* **Task item**
For each line in the data that includes "inset", make a copy.

========================

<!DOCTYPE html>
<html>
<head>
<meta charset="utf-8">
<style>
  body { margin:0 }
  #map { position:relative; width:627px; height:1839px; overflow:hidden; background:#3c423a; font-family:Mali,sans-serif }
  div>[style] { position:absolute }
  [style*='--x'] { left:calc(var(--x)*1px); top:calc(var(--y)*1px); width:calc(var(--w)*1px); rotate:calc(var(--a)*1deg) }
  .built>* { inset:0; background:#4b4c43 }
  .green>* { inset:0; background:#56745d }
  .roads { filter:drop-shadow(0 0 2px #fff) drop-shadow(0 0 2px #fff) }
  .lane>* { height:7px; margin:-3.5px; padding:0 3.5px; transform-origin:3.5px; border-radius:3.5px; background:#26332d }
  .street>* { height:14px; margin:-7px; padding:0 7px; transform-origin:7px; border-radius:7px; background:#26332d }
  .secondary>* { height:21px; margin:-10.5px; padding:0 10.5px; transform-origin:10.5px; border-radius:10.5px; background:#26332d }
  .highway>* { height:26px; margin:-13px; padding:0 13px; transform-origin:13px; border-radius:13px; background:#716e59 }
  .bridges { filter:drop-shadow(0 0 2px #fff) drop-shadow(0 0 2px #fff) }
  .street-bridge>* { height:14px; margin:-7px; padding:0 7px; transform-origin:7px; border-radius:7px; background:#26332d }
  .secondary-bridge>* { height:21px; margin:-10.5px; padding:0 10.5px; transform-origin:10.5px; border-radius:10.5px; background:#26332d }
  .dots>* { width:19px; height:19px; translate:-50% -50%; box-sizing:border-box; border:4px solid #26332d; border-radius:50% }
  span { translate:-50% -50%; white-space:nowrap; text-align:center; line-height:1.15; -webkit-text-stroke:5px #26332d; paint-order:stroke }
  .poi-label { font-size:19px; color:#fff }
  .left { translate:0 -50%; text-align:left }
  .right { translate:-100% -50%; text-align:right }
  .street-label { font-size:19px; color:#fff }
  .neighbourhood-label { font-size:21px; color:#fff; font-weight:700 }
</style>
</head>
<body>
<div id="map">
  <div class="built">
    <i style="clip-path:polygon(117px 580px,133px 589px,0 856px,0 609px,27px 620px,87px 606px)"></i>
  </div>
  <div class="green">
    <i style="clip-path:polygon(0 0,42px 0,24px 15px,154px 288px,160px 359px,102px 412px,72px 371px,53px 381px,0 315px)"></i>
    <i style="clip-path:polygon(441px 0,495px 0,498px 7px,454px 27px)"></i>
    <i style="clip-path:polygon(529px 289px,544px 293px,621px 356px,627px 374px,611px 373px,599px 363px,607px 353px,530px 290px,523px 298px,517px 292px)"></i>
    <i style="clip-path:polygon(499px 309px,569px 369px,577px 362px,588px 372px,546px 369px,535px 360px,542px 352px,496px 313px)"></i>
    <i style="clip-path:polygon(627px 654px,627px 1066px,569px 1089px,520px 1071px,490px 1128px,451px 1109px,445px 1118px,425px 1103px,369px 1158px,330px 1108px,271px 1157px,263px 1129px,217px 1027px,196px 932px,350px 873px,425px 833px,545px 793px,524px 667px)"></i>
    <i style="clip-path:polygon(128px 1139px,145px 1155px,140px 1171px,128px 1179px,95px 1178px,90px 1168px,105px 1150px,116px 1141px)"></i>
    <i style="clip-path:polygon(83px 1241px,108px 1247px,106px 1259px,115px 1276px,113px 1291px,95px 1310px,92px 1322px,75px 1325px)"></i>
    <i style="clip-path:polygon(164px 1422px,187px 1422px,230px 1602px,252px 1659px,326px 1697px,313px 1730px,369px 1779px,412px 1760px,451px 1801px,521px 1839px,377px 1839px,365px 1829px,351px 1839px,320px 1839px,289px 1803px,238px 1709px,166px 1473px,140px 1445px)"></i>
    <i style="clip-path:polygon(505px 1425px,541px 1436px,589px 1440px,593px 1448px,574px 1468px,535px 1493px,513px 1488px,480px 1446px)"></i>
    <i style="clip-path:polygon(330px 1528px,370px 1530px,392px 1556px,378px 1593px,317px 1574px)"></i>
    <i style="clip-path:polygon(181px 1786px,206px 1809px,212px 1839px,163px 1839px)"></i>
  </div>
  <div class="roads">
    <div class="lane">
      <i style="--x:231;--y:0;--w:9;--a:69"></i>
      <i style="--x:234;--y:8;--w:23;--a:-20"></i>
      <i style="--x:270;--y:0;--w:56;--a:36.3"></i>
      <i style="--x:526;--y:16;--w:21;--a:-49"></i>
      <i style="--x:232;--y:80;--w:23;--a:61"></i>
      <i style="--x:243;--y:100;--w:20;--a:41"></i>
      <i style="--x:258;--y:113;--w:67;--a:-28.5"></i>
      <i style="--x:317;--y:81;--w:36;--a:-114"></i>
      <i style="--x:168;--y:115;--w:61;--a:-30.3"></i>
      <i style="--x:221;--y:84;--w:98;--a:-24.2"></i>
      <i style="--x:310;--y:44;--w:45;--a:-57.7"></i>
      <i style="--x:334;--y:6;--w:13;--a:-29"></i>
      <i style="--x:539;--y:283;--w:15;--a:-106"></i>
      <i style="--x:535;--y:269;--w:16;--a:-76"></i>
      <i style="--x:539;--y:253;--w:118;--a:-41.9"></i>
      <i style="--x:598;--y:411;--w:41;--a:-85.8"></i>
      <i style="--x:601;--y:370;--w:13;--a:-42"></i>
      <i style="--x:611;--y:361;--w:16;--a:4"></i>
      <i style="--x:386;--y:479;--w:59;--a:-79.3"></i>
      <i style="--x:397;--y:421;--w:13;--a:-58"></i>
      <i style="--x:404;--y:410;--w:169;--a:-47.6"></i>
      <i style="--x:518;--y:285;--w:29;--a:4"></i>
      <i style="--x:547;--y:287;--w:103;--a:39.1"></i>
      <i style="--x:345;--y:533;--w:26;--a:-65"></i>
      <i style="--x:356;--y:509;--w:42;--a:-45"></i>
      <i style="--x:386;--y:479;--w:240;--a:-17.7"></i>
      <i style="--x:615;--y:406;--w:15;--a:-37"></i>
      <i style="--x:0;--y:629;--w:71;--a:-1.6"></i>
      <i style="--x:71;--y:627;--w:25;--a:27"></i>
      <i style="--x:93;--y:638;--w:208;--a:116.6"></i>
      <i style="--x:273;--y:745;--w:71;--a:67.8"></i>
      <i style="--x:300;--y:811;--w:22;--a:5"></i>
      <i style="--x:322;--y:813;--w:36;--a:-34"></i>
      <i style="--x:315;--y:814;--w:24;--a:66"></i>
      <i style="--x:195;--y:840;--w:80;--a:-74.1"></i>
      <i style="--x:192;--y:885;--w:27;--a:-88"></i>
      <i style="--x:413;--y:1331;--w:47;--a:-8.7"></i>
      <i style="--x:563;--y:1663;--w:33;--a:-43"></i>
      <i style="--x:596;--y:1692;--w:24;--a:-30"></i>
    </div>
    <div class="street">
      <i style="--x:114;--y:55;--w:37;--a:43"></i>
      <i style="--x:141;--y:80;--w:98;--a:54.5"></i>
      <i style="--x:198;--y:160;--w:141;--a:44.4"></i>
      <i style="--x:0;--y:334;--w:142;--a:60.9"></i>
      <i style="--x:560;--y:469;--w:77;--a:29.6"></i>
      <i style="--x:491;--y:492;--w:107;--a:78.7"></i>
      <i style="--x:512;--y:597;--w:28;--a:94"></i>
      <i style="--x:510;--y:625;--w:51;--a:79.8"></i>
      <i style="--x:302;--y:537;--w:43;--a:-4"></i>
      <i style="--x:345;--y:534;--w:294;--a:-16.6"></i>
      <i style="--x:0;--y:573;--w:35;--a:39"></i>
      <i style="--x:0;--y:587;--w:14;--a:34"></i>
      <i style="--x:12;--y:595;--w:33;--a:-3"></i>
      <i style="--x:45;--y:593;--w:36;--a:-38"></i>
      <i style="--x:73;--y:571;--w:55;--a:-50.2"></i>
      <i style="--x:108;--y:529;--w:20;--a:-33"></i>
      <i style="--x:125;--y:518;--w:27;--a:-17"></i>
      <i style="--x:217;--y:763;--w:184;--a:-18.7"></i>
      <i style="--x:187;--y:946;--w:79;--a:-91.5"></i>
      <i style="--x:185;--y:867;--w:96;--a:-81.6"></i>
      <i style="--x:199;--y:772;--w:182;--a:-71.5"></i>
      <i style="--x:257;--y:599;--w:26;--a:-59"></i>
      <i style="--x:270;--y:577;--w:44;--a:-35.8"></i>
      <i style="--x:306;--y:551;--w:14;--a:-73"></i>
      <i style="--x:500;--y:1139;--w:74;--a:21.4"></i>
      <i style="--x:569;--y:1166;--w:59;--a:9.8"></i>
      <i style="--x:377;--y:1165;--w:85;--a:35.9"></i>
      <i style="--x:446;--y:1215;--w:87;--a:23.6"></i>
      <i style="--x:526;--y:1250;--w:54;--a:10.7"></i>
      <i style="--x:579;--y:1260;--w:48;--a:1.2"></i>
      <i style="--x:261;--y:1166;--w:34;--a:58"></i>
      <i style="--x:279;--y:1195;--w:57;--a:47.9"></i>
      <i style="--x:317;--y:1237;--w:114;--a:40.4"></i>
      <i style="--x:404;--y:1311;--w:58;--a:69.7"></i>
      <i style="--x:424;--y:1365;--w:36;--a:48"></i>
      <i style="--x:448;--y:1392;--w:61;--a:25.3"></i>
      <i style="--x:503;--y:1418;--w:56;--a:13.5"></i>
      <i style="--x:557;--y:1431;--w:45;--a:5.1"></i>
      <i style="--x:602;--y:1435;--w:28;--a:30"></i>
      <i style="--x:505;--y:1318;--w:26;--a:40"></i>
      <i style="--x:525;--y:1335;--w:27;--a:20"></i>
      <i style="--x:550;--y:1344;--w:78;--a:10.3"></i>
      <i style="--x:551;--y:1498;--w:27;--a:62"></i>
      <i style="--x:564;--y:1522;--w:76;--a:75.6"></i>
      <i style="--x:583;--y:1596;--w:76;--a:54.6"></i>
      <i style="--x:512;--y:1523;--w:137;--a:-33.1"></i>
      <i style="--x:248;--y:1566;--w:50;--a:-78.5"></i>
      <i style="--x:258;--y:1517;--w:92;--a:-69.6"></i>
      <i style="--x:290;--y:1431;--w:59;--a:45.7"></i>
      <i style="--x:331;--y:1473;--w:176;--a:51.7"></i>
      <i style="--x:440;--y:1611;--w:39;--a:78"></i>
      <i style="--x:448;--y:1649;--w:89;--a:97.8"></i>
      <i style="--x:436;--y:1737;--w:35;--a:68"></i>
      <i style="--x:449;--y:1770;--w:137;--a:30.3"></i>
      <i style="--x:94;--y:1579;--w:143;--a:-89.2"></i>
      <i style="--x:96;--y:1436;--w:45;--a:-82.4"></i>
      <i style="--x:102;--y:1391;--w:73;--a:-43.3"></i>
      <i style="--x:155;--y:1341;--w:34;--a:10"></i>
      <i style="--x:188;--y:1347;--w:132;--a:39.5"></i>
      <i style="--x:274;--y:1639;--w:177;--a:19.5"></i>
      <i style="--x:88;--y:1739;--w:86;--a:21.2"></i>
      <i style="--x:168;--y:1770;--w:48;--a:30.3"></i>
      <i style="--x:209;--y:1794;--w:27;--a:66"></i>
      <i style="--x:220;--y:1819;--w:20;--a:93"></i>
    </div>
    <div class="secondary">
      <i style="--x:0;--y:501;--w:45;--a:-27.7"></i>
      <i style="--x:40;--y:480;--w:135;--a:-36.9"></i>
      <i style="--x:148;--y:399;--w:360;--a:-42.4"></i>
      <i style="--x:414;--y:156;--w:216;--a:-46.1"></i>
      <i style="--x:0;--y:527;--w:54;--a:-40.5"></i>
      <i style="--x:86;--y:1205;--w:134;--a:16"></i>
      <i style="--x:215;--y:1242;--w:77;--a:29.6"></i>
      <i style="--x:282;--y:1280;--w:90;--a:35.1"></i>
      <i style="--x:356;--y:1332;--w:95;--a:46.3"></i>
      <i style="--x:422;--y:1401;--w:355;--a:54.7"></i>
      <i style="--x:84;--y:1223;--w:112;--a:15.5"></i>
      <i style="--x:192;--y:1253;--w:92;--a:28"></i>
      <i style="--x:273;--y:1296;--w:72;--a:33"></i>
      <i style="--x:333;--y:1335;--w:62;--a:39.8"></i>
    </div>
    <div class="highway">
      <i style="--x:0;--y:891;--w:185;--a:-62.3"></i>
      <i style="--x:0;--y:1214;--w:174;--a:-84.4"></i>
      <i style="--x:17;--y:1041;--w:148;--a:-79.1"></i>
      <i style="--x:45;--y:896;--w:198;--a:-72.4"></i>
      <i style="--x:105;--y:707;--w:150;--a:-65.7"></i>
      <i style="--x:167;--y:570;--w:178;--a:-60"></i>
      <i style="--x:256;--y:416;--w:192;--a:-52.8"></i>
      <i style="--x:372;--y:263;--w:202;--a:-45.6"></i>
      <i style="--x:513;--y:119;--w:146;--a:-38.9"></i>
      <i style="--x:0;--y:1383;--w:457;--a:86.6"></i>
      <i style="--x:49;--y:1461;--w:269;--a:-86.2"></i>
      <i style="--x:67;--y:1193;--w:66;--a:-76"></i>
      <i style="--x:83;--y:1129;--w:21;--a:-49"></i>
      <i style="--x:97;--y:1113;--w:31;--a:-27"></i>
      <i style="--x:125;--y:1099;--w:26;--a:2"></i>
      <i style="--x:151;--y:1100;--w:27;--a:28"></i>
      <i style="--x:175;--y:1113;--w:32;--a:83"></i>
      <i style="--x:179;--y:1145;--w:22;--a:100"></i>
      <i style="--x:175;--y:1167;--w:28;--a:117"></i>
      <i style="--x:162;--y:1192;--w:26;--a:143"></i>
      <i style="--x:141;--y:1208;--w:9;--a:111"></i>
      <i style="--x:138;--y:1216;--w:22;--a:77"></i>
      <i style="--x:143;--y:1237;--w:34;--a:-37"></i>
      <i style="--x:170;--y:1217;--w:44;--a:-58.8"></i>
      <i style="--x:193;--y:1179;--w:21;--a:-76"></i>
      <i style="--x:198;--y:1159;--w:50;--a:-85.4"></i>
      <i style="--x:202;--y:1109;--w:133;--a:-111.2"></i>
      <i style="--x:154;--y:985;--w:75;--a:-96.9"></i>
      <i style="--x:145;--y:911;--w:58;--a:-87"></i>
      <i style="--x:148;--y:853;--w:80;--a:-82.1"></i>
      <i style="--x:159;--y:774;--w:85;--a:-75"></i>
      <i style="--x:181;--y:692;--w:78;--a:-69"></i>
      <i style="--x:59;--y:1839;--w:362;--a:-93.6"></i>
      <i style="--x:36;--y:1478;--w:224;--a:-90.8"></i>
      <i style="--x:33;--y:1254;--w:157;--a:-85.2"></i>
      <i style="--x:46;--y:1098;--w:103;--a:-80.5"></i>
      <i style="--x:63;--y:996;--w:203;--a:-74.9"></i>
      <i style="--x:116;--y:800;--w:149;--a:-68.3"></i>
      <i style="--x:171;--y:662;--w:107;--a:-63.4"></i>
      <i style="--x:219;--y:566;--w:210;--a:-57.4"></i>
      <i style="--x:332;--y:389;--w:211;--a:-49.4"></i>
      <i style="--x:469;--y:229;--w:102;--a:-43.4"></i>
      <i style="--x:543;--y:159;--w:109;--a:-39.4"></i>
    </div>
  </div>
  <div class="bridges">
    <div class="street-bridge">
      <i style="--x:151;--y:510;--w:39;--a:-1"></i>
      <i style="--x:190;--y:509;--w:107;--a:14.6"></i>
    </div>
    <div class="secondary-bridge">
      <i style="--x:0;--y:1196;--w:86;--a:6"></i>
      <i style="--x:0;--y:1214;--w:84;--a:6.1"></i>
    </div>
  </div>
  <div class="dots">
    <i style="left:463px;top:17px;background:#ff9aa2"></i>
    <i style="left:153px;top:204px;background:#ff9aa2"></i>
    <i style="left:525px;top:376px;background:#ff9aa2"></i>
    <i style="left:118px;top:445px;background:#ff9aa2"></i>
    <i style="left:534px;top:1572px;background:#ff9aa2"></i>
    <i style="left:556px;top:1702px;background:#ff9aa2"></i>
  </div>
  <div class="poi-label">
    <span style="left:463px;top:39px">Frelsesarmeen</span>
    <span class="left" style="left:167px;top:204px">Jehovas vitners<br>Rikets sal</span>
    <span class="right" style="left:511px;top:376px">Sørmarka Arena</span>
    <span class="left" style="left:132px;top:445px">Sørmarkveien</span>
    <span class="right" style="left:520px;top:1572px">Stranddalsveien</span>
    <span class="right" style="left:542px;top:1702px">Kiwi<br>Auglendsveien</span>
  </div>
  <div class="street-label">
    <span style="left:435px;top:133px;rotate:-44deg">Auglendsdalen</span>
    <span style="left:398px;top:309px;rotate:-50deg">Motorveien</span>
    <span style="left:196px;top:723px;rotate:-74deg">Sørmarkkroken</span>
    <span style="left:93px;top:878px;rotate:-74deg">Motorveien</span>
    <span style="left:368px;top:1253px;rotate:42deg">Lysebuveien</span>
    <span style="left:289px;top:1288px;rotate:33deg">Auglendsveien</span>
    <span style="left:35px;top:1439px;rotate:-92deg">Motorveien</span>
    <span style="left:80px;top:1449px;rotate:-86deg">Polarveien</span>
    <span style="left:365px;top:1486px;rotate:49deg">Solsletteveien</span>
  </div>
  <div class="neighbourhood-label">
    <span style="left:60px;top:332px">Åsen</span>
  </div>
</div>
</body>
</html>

========================

* **Result of the task**
  .built>* { inset:0; background:#4b4c43 }
  .green>* { inset:0; background:#56745d }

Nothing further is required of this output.